This video captures the incredible City Arts-produced opening and closing ceremonies for the Cerebral Palsy World Games 2015 at Harvey Hadden Stadium, Nottingham.

The opening ceremony was directed by acclaimed actor/director Jamie Beddard, who has cerebral palsy. Its theme was ‘Aspirations’, focusing on the athletes’ hopes for the competition, their expectations for the Games and the hard work they have invested into training for the event.

The ceremony kicked off with a procession of the athletes led by Queens from East Midlands’ carnival troupes. An amazing group of dancers, assembled and choreographed by Dance4, alongside actors from Unanima Theatre Company led the audience through a story inspired by artwork created by pupils Nottingham’s Seely Primary School.

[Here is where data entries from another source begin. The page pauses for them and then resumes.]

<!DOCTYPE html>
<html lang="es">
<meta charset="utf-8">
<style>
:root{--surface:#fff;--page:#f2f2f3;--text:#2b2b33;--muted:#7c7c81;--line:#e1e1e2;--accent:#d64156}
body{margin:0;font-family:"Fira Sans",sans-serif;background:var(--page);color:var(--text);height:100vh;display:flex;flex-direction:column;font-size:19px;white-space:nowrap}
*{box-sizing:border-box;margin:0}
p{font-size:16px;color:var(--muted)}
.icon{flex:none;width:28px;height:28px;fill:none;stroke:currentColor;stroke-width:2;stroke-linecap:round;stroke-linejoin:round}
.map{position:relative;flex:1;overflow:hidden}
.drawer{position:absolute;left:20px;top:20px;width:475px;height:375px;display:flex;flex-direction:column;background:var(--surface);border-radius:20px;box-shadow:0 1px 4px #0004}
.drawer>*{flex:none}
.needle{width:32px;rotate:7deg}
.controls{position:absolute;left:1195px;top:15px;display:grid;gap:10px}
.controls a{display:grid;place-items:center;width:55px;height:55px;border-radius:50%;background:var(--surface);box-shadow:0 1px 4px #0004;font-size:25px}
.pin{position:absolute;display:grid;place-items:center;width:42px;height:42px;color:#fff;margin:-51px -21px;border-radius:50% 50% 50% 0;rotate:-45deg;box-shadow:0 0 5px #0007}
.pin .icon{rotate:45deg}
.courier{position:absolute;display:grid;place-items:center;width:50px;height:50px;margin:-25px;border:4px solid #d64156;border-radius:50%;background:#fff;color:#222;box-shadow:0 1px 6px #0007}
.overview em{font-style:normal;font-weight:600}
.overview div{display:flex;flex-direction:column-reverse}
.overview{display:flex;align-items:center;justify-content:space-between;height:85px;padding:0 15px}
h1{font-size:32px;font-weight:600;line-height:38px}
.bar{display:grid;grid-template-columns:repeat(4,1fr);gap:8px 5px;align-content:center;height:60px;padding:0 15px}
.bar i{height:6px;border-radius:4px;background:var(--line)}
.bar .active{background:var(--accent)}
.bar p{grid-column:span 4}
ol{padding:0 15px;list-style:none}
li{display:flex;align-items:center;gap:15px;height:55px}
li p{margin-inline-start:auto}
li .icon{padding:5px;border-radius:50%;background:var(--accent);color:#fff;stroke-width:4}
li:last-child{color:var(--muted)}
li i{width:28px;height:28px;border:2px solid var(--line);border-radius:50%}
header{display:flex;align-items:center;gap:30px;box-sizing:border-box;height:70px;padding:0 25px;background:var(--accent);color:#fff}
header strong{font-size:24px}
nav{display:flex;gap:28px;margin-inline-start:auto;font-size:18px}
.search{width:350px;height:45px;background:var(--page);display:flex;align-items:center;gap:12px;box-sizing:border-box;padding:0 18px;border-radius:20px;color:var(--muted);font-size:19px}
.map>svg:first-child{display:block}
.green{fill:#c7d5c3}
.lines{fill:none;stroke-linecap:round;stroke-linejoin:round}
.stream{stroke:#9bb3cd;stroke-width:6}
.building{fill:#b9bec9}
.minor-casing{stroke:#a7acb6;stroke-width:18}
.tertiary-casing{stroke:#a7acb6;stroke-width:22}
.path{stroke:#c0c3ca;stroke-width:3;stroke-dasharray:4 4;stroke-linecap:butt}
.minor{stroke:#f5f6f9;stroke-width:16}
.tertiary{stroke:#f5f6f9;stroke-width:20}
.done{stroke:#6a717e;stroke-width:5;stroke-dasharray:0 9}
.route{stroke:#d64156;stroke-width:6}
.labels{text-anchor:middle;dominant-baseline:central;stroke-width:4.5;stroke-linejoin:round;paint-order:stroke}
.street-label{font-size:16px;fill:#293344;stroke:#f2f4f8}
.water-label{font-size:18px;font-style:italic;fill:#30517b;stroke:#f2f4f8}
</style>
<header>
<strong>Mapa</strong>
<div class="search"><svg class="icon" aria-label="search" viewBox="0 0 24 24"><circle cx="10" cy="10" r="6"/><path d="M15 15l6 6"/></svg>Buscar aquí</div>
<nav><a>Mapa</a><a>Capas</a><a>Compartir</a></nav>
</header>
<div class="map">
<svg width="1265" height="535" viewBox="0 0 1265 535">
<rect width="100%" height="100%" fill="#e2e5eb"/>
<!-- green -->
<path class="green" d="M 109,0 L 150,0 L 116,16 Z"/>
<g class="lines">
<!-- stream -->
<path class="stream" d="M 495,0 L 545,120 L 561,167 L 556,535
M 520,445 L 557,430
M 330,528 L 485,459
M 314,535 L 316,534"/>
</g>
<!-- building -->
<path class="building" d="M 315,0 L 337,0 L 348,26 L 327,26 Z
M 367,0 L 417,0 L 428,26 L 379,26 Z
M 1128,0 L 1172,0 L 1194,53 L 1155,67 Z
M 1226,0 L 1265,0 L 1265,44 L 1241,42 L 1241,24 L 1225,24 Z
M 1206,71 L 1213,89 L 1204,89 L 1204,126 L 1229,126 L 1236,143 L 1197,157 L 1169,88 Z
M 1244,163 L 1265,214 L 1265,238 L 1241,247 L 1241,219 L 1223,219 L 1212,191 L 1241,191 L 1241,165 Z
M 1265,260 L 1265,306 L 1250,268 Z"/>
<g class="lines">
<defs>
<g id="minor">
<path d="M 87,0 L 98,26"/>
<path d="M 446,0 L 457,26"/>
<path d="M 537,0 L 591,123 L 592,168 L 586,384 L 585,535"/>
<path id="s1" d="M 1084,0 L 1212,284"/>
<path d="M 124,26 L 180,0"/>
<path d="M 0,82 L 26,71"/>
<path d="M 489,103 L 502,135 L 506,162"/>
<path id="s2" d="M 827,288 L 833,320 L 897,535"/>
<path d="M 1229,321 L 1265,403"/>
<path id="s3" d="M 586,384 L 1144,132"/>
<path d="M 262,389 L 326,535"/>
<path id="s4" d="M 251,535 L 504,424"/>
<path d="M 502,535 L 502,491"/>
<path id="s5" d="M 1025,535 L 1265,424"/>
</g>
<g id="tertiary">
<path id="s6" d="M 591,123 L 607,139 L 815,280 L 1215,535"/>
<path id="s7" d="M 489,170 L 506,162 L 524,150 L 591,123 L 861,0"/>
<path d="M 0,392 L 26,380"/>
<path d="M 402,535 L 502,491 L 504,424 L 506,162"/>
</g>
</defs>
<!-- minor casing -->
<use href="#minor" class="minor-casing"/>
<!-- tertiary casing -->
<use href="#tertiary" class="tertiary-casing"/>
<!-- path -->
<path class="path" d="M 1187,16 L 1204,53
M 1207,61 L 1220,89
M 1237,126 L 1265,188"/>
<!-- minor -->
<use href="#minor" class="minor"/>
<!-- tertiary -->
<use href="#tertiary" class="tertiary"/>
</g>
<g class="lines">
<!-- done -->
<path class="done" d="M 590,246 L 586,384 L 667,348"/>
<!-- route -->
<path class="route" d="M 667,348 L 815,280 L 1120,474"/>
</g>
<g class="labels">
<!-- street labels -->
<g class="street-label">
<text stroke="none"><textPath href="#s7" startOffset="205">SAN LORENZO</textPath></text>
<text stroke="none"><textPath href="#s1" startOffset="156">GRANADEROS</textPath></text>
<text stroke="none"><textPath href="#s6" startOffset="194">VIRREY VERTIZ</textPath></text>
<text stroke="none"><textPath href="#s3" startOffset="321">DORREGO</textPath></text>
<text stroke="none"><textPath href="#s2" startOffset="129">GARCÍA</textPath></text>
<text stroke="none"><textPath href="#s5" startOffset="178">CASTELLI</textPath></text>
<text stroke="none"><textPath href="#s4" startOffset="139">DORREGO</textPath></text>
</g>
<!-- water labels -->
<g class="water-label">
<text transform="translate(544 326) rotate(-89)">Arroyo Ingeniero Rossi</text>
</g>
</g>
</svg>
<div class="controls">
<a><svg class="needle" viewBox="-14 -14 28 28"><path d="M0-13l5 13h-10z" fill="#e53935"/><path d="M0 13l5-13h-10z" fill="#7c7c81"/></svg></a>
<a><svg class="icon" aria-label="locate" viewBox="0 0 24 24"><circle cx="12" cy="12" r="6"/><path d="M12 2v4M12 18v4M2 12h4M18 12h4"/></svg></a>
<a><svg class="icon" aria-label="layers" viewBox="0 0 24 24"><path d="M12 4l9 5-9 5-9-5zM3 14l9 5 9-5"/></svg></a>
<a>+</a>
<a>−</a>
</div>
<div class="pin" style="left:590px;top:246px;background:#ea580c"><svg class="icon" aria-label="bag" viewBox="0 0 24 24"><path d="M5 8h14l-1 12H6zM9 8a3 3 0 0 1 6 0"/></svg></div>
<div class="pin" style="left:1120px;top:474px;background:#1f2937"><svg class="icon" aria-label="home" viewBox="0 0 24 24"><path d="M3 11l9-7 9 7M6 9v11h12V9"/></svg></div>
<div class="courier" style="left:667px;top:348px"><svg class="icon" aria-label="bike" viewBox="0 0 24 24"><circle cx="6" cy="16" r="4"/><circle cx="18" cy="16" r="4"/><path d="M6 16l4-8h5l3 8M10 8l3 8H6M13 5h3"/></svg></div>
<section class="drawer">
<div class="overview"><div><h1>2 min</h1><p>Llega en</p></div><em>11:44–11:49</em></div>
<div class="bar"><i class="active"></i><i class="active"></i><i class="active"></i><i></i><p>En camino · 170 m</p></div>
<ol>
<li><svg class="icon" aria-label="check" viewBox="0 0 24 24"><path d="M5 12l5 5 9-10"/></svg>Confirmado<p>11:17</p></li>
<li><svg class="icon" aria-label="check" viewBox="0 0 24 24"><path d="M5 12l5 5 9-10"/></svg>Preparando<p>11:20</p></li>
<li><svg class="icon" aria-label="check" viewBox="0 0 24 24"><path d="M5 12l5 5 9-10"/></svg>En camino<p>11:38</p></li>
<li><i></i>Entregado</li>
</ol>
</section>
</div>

In the run up to the event the schoolchildren were invited to produce illustrations exploring the idea of ‘Aspirations. Ali Petty from Kinetika, and artist Jessica Kemp, transferred their beautiful drawings onto huge brightly coloured silk discs, which featured heavily in the opening.

Magical moments from Extraordinary Bodies, a partnership between Diverse City and Cirque Bijou, punctuated the show, including an incredible performance by aerial artist Karina Jones, who has a visual impairment. Composer Damian Coldwell and electronic musician Si Tew provided an impressive and insistent soundtrack to the night, interspersed with samba rhythms from a band of Nottingham musicians, led by Ceri Howels and Michael Davis,.

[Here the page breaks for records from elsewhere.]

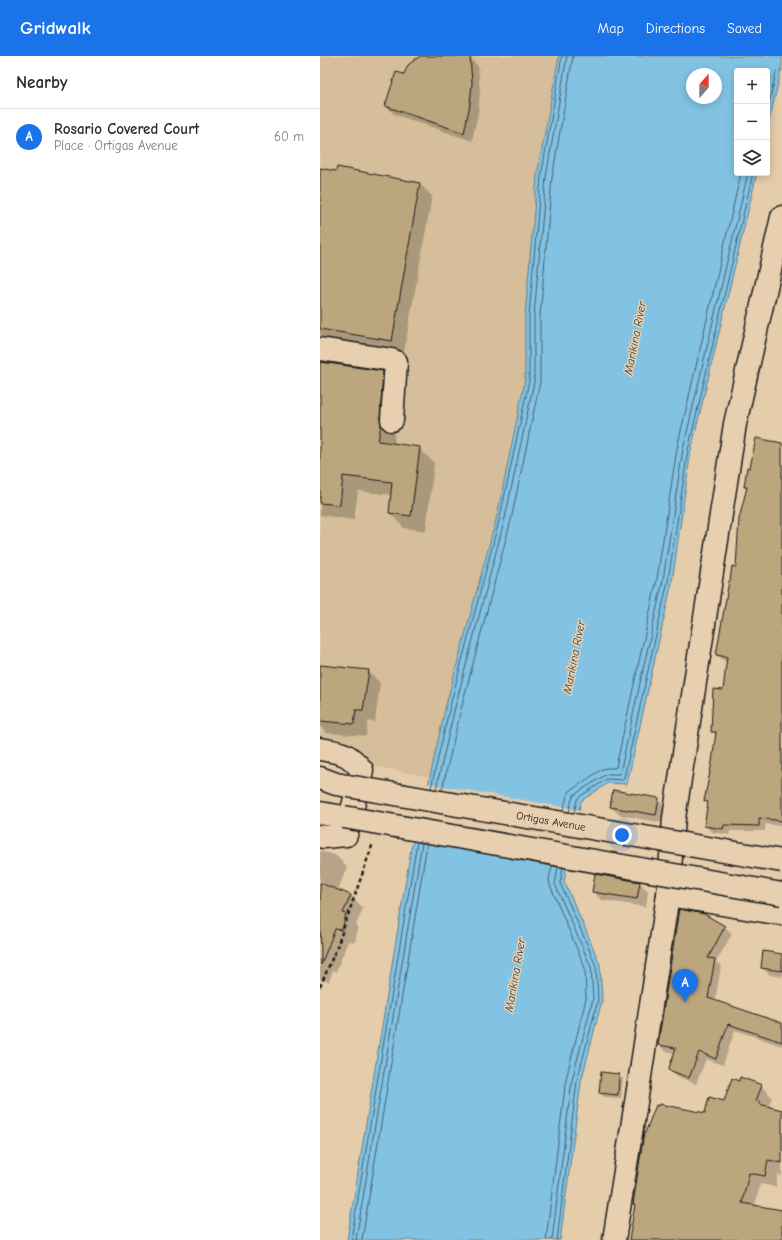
<!DOCTYPE html>
<html lang="en">
<head>
<meta charset="utf-8">
<style>
  body { margin:0; font-family:"Comic Neue",sans-serif; background:#f7f7f7; color:#2b2b33 }
  .controls { position:absolute; right:12px; top:12px; display:grid; overflow:hidden; border-radius:4px; box-shadow:0 2px 10px #0003 }
  .controls button { width:36px; height:36px; display:grid; place-items:center; padding:0; border:0; border-bottom:1px solid #e1e1e2; background:#fff; color:#2b2b33; font:20px sans-serif }
  .compass { position:absolute; left:366px; top:12px; width:36px; height:36px; border-radius:50%; background:#fff; box-shadow:0 2px 10px #0003; rotate:21deg }
  .you { position:absolute; left:302px; top:779px; width:14px; height:14px; margin:-10px; border:3px solid #fff; border-radius:50%; background:#1a73e8; box-shadow:0 0 0 6px #1a73e833 }
  .badge { display:grid; place-items:center; width:26px; height:26px; border-radius:50%; background:#1a73e8; color:#fff; font-size:13px; font-weight:700 }
  .pin { position:absolute; translate:-50% -33px; filter:drop-shadow(0 1px 2px #0008) }
  .pin::after { content:''; position:absolute; top:21px; width:14px; height:12px; background:inherit; clip-path:polygon(0 0,100% 0,50% 100%) }
  .list { margin:0; padding:0; list-style:none }
  h2 { display:flex; justify-content:space-between; align-items:center; height:52px; margin:0; padding:0 16px; font-size:17px }
  h2 small { font-size:13px; font-weight:400; color:#7c7c81 }
  .list li { display:grid; grid-template-columns:26px 1fr auto; gap:12px; align-items:center; box-sizing:border-box; height:56px; padding:0 16px; border-top:1px solid #e1e1e2 }
  .list b { display:block; font-size:15px; white-space:nowrap }
  .list p { margin:0; font-size:13px; white-space:nowrap; color:#7c7c81 }
  .list em { font-size:13px; font-style:normal; color:#7c7c81 }
  .icon { flex:none; width:22px; height:22px; fill:none; stroke:currentColor; stroke-width:2; stroke-linecap:round; stroke-linejoin:round }
  .map { position:relative; flex:none; width:462px; height:1184px; overflow:hidden }
  header { display:flex; align-items:center; gap:24px; box-sizing:border-box; height:56px; padding:0 20px; background:#1a73e8; color:#fff }
  header strong { font-size:19px }
  nav { display:flex; gap:22px; margin-inline-start:auto; font-size:14px }
  main { display:flex }
  aside { flex:1; background:#fff }
  .map>svg:first-child { display:block }
  .built { fill:#d5be99 }
  .water { fill:#82c3e3; stroke:#598093; fill-rule:evenodd }
  .pier { fill:#e5ccaa }
  .shadow { fill:#0003 }
  .lines { fill:none; stroke-linecap:round; stroke-linejoin:round }
  .shore { stroke:#455f6c; stroke-width:1 }
  .building { fill:#bca67d; stroke:#1c1c1c }
  .minor-casing { stroke:#1c1c1c; stroke-width:25 }
  .major-casing { stroke:#1c1c1c; stroke-width:25 }
  .path { stroke:#1c1c1c; stroke-width:2.5; stroke-dasharray:4 3; stroke-linecap:butt }
  .minor { stroke:#e8cfb0; stroke-width:22 }
  .major { stroke:#e8cfb0; stroke-width:22 }
  .major-bridge-casing { stroke:#1c1c1c; stroke-width:25; stroke-linecap:butt }
  .major-bridge { stroke:#e8cfb0; stroke-width:22 }
  .labels { text-anchor:middle; stroke-width:3; stroke-linejoin:round; paint-order:stroke }
  .street-label { font-size:11px; fill:#1c1c1c; stroke:#e8cfb0 }
  .water-label { font-size:12px; font-style:italic; fill:#36464e; stroke:#e8cfb0 }
</style>
</head>
<body>
<header>
<strong>Gridwalk</strong>
<nav><a>Map</a><a>Directions</a><a>Saved</a></nav>
</header>
<main>
<aside>
<h2>Nearby<small></small></h2>
<ul class="list">
<li><span class="badge">A</span><div><b>Rosario Covered Court</b><p>Place · Ortigas Avenue</p></div><em>60 m</em></li>
</ul>
</aside>
<div class="map">
<svg width="462" height="1184" viewBox="0 0 462 1184">
  <rect width="100%" height="100%" fill="#e5ccaa"/>
  <filter id="ink" filterUnits="userSpaceOnUse"><feTurbulence type="fractalNoise" baseFrequency=".025" numOctaves="2"/><feDisplacementMap in="SourceGraphic" scale="8" xChannelSelector="R" yChannelSelector="G"/><feConvolveMatrix kernelMatrix="1 2 1 2 8 2 1 2 1" color-interpolation-filters="sRGB"/></filter>
  <g filter="url(#ink)">
    <!-- built -->
    <polygon class="built" points="0,0 239,0 217,120 205,260 205,324 177,460 126,649 110,721 53,710 33,688 0,680"/>
    <!-- water -->
    <path class="water" d="M239,0h223v10l-15,64v-59h-30v102h20l-66,277 -19,132 -45,202 -19,-1 -27,18 -17,80 23,52 13,32 2,35 -21,82 -21,158h-213l64,-391 19,-72 16,-72 51,-189 28,-136v-64l12,-140zM372,18h24v24h-24z"/>
    <!-- pier -->
    <polygon class="pier" points="106,727 261,754 249,811 91,783"/>
    <!-- shadow -->
    <g class="shadow">
      <polygon points="102,0 145,0 149,1 158,10 160,36 158,57 152,85 74,58 66,50 84,19"/>
      <polygon points="18,112 100,128 112,140 84,296 4,283 0,279 0,131 8,139"/>
      <polygon points="0,306 62,316 77,331 74,379 75,388 99,392 114,407 106,475 84,472 70,457 72,439 38,435 34,464 0,459"/>
      <polygon points="462,388 462,770 445,768 445,775 410,775 409,779 392,776 385,770 389,749 385,745 393,706 397,680 392,675 404,635 408,606 404,605 397,599 417,512 427,433 425,431 431,413"/>
      <polygon points="0,610 48,615 60,627 55,666 48,665 46,680 6,677 0,670"/>
      <polygon points="338,743 347,752 344,767 300,759 291,751"/>
      <polygon points="0,795 15,799 27,811 18,834 31,839 43,852 36,869 38,871 35,886 28,885 16,916 13,914 9,926 0,923"/>
      <polygon points="320,827 328,835 326,851 281,844 273,835"/>
      <polygon points="384,859 405,871 412,878 396,906 401,910 395,946 462,968 462,990 415,974 403,1009 386,1003 376,1028 357,1020 350,1013 356,997 345,995 339,988"/>
      <polygon points="462,899 462,921 450,919 442,912"/>
      <polygon points="299,1019 303,1023 301,1042 284,1041 280,1037"/>
      <polygon points="441,1030 452,1041 449,1050 462,1055 462,1120 458,1119 456,1131 440,1128 435,1150 462,1155 462,1184 310,1184 315,1150 314,1148 386,1058 405,1046"/>
    </g>
    <g class="lines">
      <!-- shore -->
      <g class="shore">
        <polyline points="447,56 456,17 459,14 462,14"/>
        <polyline points="111,732 130,650 180,461 209,325 209,260 221,121 242,0"/>
        <polyline points="116,733 135,651 185,462 214,326 214,260 226,121 247,0"/>
        <polyline points="122,734 141,653 191,464 220,326 220,260 232,122 253,0"/>
        <polyline points="243,755 247,740 250,735 282,713 288,712 294,712 296,711 337,523 357,392 421,117"/>
        <polyline points="249,756 252,743 254,739 285,719 288,718 299,718 300,717 343,524 363,393 428,117"/>
        <polyline points="254,757 257,744 259,741 287,723 303,724 304,722 348,525 368,394 433,117"/>
        <polyline points="31,1184 97,786"/>
        <polyline points="36,1184 102,787"/>
        <polyline points="42,1184 107,788"/>
        <polyline points="226,1184 246,1023 266,943 265,912 230,829 229,823 232,810"/>
        <polyline points="232,1184 252,1024 273,943 271,911 235,828 238,811"/>
        <polyline points="237,1184 257,1025 278,944 276,910 263,879 240,827 243,812"/>
      </g>
    </g>
    <!-- building -->
    <g class="building">
      <polygon points="100,0 150,0 152,27 150,48 144,77 65,50 76,16 84,18 88,9"/>
      <polygon points="17,111 100,127 72,285 0,273 0,112 16,115"/>
      <polygon points="0,306 63,315 60,363 61,369 58,385 100,391 91,460 69,457 72,426 23,420 20,449 0,447"/>
      <polygon points="436,382 462,387 462,765 439,762 439,770 404,769 403,773 384,770 388,746 384,745 392,706 396,676 391,676 393,633 403,634 407,601 396,599 409,525 410,525 412,510 416,511 419,463 427,431 424,431 427,411 430,412"/>
      <polygon points="0,609 49,614 43,654 36,654 34,668 0,665"/>
      <polygon points="293,734 339,742 336,759 290,751"/>
      <polygon points="275,818 320,826 317,843 272,836"/>
      <polygon points="0,827 31,839 23,857 26,858 22,874 15,873 1,909"/>
      <polygon points="359,853 384,858 405,870 388,902 395,903 388,942 462,967 462,986 408,968 396,1003 379,996 369,1022 349,1014 349,1012 356,992 338,989"/>
      <polygon points="443,895 462,898 462,915 441,912"/>
      <polygon points="281,1016 299,1018 298,1039 279,1037"/>
      <polygon points="420,1021 442,1029 436,1045 440,1046 439,1048 462,1054 462,1107 448,1104 445,1120 429,1117 422,1147 462,1154 462,1184 309,1184 315,1149 313,1148 324,1077 325,1077 336,1049 339,1050 340,1048 385,1057 389,1041 404,1045 412,1022 419,1025"/>
    </g>
    <g class="lines">
      <defs>
        <g id="minor">
          <polyline points="0,293 72,304 76,306 72,364"/>
          <path d="M0,693c22,4 27,3 42,21l-16,65 -22,2 -4,-1"/>
          <polyline points="348,839 462,858"/>
          <polyline points="294,1184 317,1040 348,839 354,762 415,368 462,161"/>
        </g>
        <g id="major">
          <polyline points="0,722 16,728 28,730"/>
          <polyline points="0,757 24,761"/>
        </g>
      </defs>
      <!-- minor casing -->
      <use href="#minor" class="minor-casing"/>
      <!-- major casing -->
      <use href="#major" class="major-casing"/>
      <!-- path -->
      <polyline class="path" points="0,931 17,891 53,787"/>
      <!-- minor -->
      <use href="#minor" class="minor"/>
      <!-- major -->
      <use href="#major" class="major"/>
      <defs>
        <g id="major-bridge">
          <polyline points="28,730 462,805"/>
          <polyline points="24,761 462,838"/>
        </g>
      </defs>
      <!-- major-bridge casing -->
      <use href="#major-bridge" class="major-bridge-casing"/>
      <!-- major-bridge -->
      <use href="#major-bridge" class="major-bridge"/>
    </g>
  </g>
  <g class="labels">
    <!-- street labels -->
    <g class="street-label">
      <text transform="translate(231 765) rotate(10)" y="4">Ortigas Avenue</text>
    </g>
    <!-- water labels -->
    <g class="water-label">
      <text transform="translate(315 282) rotate(-79)" y="4">Marikina River</text>
      <text transform="translate(254 601) rotate(-79)" y="4">Marikina River</text>
      <text transform="translate(195 919) rotate(-80)" y="4">Marikina River</text>
    </g>
  </g>
</svg>
<div class="controls">
<button>+</button>
<button>−</button>
<button><svg class="icon" aria-label="layers" viewBox="0 0 24 24"><path d="M12 4l9 5-9 5-9-5zM3 14l9 5 9-5"/></svg></button>
</div>
<svg class="compass" viewBox="-18 -18 36 36"><path d="M0-13l5 13h-10z" fill="#e53935"/><path d="M0 13l5-13h-10z" fill="#7c7c81"/></svg>
<div class="you"></div>
<div class="pin badge" style="left:365px;top:946px">A</div>
</div>
</main>
</body>
</html>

Jamie’s production for the Closing Ceremony focused on ‘Transformations’: reflecting the athletes’ experience of the Games, the new friendships they had developed and their sporting achievements. Opening with an athlete’s procession led by Zodiac All-Stars’ colourful carnival kings, with Stickman Higgins and Mark Evans keeping the audience warmed up, it featured two inspiring illuminated dance pieces: a performance by young people from Cauldwell House children’s home and a beautiful routine, choreographed by Extraordinary Bodies’ Claire Hodgson, in which local people and performers danced with glowing umbrellas.